* [What you should do]: Pick out every line of the entries below where "center" occurs, and copy those lines.

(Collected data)
- Opening Delimiter -
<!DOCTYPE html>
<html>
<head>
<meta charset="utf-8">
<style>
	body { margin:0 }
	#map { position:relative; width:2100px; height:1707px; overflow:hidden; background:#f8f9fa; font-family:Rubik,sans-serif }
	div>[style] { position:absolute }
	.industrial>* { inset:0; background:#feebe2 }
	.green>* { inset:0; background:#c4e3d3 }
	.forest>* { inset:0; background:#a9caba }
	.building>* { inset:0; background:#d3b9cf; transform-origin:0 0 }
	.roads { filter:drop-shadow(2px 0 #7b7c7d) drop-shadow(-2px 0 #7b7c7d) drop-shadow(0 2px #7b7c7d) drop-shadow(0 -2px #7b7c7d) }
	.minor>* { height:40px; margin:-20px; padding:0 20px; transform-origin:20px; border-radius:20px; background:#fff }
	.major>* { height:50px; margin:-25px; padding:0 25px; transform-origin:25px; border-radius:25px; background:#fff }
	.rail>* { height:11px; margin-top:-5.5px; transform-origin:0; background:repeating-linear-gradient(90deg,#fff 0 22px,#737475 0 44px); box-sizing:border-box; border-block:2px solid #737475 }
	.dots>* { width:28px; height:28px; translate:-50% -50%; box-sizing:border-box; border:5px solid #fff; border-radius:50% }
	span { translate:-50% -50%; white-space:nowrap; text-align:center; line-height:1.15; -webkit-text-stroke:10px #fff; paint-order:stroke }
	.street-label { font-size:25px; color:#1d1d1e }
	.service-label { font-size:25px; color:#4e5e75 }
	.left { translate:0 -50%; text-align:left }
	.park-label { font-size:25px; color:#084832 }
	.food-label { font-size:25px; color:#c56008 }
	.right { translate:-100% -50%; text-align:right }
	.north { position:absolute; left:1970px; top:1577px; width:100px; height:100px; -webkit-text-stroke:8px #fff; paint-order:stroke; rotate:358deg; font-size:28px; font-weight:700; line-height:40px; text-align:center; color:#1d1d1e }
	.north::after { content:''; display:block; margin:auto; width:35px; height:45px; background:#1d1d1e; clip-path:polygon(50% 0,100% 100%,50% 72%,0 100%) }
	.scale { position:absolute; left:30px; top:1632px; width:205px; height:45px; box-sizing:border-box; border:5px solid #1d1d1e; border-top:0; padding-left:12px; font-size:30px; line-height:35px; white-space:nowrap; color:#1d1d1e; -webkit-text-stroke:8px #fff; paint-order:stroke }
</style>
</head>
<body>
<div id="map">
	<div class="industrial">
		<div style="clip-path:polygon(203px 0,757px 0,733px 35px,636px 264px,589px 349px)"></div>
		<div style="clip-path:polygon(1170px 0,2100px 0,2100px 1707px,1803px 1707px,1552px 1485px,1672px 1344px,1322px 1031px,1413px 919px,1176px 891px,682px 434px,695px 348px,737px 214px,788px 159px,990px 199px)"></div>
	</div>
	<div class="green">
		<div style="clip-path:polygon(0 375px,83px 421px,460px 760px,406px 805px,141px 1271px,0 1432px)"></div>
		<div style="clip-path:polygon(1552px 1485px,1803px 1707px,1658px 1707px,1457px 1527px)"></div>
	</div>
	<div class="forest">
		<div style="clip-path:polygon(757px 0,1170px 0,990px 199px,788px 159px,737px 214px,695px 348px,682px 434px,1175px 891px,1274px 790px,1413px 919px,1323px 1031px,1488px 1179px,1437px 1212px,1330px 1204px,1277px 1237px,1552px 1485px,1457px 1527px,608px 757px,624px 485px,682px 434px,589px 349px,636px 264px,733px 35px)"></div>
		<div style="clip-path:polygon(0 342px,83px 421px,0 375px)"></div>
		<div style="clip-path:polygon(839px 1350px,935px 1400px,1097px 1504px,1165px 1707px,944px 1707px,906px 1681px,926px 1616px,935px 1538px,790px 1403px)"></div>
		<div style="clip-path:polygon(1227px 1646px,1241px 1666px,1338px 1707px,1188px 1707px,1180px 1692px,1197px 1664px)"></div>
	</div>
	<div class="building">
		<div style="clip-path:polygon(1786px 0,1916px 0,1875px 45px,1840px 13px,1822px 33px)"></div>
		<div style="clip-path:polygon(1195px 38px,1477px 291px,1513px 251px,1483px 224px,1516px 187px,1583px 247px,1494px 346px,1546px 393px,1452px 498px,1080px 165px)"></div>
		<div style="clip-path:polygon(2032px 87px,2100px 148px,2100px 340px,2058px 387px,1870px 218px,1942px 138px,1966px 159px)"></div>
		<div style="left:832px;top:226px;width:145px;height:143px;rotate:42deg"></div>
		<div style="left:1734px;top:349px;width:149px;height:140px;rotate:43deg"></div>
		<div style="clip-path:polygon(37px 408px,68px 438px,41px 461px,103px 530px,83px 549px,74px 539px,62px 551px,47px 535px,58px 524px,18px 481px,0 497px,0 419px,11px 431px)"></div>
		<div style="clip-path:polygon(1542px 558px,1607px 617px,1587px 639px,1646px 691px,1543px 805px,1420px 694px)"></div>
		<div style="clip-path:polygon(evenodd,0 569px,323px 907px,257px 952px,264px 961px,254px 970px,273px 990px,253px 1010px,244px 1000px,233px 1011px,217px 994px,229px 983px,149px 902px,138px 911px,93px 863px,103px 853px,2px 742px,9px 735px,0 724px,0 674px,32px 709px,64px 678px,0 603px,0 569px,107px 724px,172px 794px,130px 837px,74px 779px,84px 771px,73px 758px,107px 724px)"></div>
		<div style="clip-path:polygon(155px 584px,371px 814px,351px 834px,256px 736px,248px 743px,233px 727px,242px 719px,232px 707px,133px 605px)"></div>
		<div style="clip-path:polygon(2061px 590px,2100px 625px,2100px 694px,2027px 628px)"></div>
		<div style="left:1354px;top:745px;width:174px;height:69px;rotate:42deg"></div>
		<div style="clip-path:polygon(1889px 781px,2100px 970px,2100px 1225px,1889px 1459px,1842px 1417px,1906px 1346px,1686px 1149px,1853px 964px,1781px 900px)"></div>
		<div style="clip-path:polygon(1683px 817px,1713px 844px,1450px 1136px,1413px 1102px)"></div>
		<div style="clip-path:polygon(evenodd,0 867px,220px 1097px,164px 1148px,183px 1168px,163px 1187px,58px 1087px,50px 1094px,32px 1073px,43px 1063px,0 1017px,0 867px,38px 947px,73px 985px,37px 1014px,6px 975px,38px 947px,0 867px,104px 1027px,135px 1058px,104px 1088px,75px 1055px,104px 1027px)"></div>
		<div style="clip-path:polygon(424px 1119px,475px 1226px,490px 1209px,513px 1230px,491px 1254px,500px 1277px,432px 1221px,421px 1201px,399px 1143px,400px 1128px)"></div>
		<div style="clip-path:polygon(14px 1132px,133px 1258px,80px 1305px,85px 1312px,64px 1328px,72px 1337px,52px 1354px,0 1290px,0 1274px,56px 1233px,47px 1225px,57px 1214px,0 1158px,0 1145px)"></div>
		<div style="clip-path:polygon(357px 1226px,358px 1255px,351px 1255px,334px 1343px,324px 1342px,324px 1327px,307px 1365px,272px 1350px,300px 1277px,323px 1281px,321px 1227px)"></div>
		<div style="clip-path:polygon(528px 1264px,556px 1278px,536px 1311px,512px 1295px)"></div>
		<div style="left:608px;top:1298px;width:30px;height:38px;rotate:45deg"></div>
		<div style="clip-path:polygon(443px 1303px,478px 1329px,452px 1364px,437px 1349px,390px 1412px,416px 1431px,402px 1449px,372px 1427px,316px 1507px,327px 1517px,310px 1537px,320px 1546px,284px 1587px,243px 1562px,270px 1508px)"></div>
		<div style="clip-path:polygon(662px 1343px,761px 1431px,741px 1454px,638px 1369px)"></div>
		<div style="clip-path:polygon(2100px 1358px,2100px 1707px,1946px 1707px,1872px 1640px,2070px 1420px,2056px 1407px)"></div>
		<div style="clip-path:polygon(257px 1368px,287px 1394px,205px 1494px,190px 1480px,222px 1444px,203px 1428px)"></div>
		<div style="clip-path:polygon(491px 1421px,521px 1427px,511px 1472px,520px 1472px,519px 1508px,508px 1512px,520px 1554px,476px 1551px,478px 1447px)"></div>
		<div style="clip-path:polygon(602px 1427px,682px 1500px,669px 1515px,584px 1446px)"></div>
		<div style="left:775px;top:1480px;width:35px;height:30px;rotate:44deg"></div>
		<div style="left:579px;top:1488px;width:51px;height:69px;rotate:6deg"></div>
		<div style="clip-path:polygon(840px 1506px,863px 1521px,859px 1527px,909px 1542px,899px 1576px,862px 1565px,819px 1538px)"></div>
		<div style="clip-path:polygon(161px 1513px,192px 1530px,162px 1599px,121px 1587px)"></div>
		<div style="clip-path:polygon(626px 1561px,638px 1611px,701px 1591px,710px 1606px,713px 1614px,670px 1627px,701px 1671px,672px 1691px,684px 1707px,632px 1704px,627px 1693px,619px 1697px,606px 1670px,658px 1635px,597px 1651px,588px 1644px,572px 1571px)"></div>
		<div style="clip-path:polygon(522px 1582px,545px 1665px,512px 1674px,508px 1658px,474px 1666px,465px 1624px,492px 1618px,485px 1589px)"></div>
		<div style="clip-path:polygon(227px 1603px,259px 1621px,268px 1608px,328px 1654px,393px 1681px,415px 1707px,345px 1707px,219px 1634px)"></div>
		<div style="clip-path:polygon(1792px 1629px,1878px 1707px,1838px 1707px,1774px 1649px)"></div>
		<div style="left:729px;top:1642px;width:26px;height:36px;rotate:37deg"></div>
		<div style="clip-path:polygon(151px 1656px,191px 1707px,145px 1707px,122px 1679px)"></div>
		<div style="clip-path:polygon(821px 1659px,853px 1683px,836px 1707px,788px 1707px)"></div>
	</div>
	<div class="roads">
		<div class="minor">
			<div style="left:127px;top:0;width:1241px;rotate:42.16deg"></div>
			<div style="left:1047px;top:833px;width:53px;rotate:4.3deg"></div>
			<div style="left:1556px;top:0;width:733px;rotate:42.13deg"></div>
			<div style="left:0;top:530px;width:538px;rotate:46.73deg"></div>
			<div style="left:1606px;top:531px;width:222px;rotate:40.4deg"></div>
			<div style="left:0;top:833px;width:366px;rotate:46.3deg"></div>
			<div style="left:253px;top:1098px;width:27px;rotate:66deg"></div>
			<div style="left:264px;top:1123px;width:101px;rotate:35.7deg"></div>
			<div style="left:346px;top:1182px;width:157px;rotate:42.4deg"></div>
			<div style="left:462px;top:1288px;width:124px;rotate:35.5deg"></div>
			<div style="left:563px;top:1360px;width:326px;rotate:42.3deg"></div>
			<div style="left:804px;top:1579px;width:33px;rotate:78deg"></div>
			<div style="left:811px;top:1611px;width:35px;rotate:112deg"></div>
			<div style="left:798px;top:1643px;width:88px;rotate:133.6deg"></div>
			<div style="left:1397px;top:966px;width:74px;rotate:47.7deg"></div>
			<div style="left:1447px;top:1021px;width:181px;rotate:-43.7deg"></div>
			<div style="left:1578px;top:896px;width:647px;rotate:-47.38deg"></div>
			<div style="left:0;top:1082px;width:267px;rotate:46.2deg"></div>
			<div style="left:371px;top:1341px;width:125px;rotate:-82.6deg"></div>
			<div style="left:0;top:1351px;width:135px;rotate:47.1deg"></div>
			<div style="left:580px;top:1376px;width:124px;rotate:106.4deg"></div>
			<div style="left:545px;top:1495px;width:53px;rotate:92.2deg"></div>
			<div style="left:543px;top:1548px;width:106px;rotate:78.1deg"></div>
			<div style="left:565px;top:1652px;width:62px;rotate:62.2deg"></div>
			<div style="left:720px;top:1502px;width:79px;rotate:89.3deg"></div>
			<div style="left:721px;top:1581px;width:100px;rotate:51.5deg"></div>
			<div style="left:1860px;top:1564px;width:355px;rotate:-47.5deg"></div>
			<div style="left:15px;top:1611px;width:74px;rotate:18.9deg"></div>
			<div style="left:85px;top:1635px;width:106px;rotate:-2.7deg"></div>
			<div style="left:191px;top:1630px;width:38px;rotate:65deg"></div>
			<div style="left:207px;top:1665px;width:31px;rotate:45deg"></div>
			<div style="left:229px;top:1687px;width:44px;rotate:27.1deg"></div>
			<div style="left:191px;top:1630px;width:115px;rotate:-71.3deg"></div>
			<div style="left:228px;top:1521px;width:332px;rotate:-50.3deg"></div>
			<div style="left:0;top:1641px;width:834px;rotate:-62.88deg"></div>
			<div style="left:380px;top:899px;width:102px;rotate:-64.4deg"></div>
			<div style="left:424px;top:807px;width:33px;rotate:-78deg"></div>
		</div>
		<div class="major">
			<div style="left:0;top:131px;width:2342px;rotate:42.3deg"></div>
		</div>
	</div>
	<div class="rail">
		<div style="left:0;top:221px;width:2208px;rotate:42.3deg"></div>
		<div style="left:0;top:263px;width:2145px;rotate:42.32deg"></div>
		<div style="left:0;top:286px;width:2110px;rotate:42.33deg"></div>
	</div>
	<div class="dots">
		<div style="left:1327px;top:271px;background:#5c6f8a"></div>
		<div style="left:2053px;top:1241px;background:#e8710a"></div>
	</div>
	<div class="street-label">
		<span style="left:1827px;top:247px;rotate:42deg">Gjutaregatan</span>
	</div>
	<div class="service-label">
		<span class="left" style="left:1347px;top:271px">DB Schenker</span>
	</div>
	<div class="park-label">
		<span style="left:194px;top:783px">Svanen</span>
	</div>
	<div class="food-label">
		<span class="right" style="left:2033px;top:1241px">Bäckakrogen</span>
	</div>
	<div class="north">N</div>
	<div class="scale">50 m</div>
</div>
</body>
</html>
- Closing Delimiter -
* [Response for this exercise]:
	span { translate:-50% -50%; white-space:nowrap; text-align:center; line-height:1.15; -webkit-text-stroke:10px #fff; paint-order:stroke }
	.north { position:absolute; left:1970px; top:1577px; width:100px; height:100px; -webkit-text-stroke:8px #fff; paint-order:stroke; rotate:358deg; font-size:28px; font-weight:700; line-height:40px; text-align:center; color:#1d1d1e }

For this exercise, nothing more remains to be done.